Your task> Your task is to print all of the data below exactly, with no pictures included.

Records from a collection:

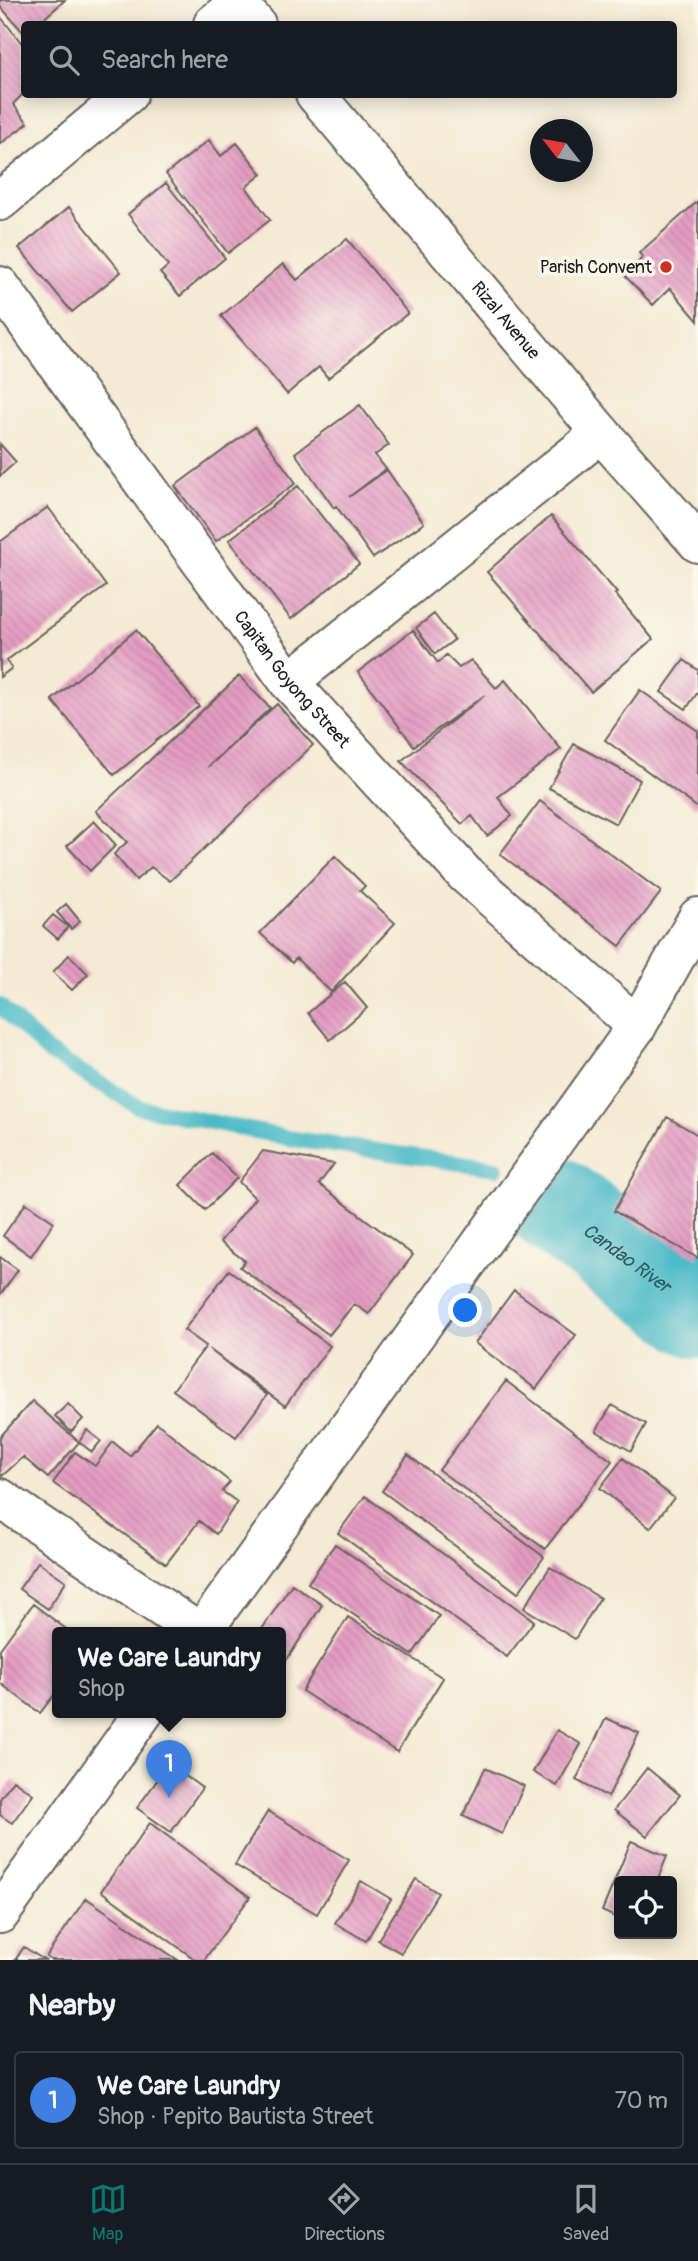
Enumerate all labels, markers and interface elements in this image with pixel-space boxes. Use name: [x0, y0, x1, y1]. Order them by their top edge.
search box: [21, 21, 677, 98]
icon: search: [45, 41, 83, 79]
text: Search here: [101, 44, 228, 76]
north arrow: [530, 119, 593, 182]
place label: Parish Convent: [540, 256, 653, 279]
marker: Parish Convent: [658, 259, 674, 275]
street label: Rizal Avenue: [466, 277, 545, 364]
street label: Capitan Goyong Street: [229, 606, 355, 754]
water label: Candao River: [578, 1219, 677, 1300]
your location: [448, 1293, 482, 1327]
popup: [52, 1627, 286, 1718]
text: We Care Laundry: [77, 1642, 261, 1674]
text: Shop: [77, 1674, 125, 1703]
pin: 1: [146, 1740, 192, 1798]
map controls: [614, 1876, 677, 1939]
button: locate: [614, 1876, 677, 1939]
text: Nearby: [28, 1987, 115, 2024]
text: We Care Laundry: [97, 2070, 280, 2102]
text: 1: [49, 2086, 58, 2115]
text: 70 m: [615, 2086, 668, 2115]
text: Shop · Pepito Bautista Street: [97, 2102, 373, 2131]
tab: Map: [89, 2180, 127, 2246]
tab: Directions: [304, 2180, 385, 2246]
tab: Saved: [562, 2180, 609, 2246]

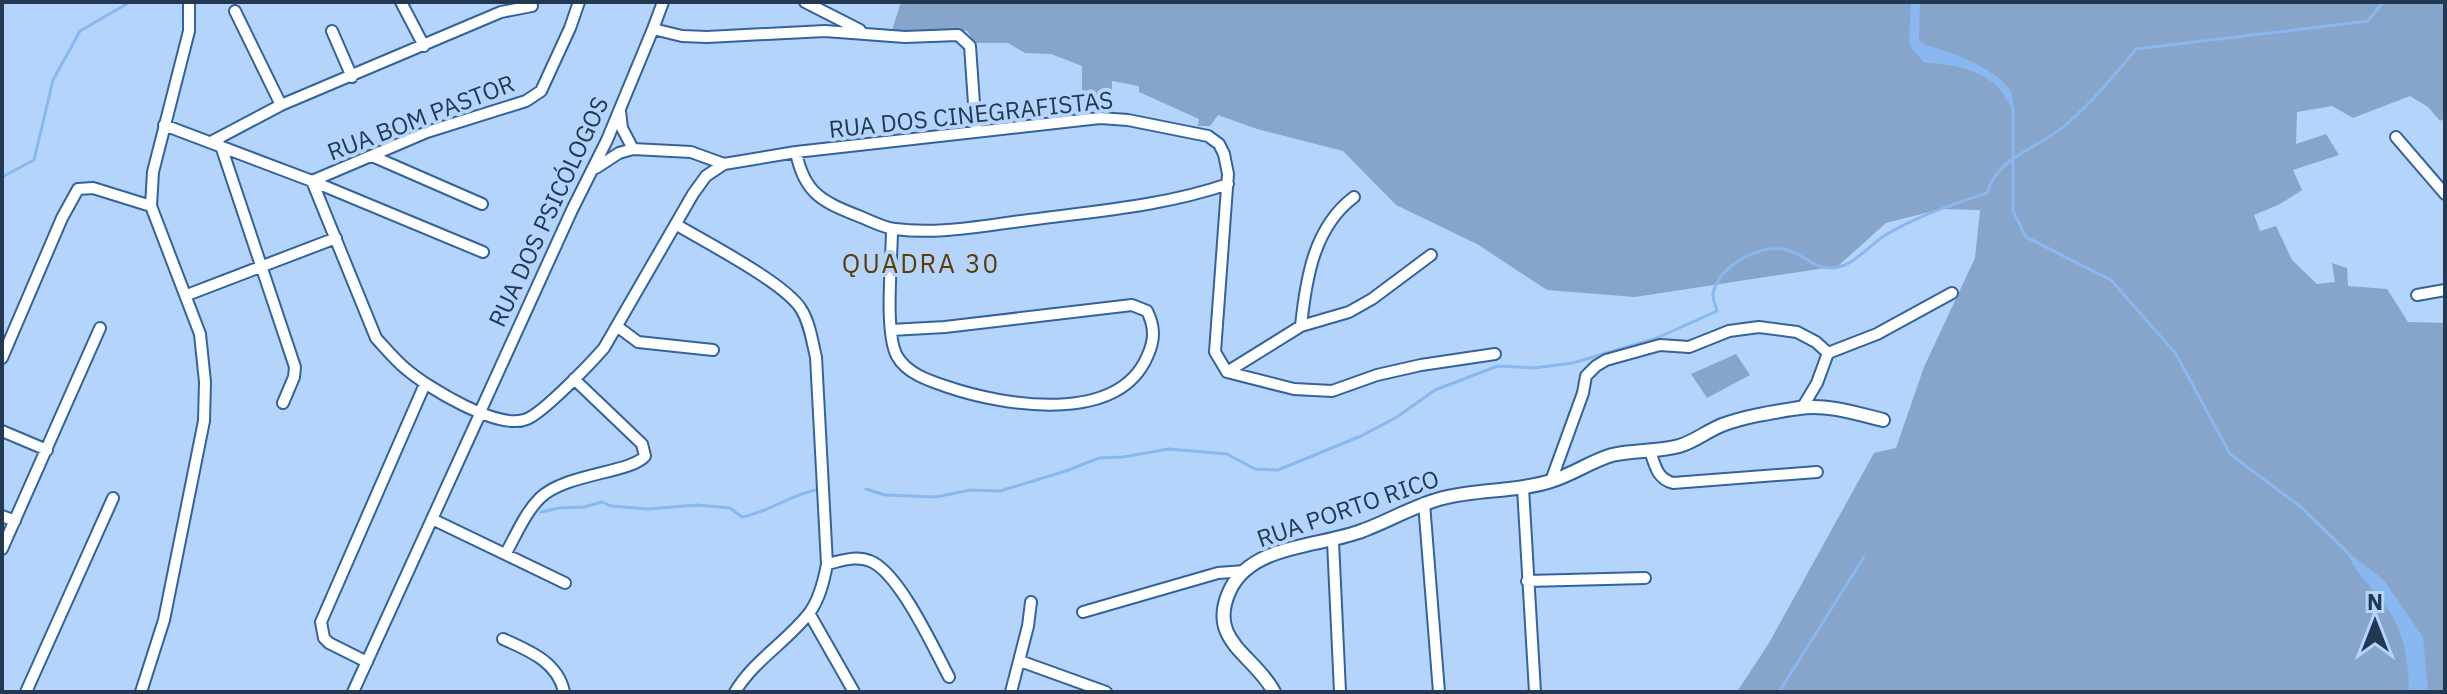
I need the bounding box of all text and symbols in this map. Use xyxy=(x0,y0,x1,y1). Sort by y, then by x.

Problem solution>
Enumerate all labels, markers and interface elements in this image with pixel-space boxes. Use name: [x0, y0, x1, y1]. Order them by their top edge.
search box: [21, 21, 677, 98]
icon: search: [45, 41, 83, 79]
text: Search here: [101, 44, 228, 76]
north arrow: [530, 119, 593, 182]
place label: Parish Convent: [540, 256, 653, 279]
marker: Parish Convent: [658, 259, 674, 275]
street label: Rizal Avenue: [466, 277, 545, 364]
street label: Capitan Goyong Street: [229, 606, 355, 754]
water label: Candao River: [578, 1219, 677, 1300]
your location: [448, 1293, 482, 1327]
popup: [52, 1627, 286, 1718]
text: We Care Laundry: [77, 1642, 261, 1674]
text: Shop: [77, 1674, 125, 1703]
pin: 1: [146, 1740, 192, 1798]
map controls: [614, 1876, 677, 1939]
button: locate: [614, 1876, 677, 1939]
text: Nearby: [28, 1987, 115, 2024]
text: We Care Laundry: [97, 2070, 280, 2102]
text: 1: [49, 2086, 58, 2115]
text: 70 m: [615, 2086, 668, 2115]
text: Shop · Pepito Bautista Street: [97, 2102, 373, 2131]
tab: Map: [89, 2180, 127, 2246]
tab: Directions: [304, 2180, 385, 2246]
tab: Saved: [562, 2180, 609, 2246]

I need the bounding box of all text and symbols in this map. Use xyxy=(x0,y0,x1,y1). Sort by y, then by x.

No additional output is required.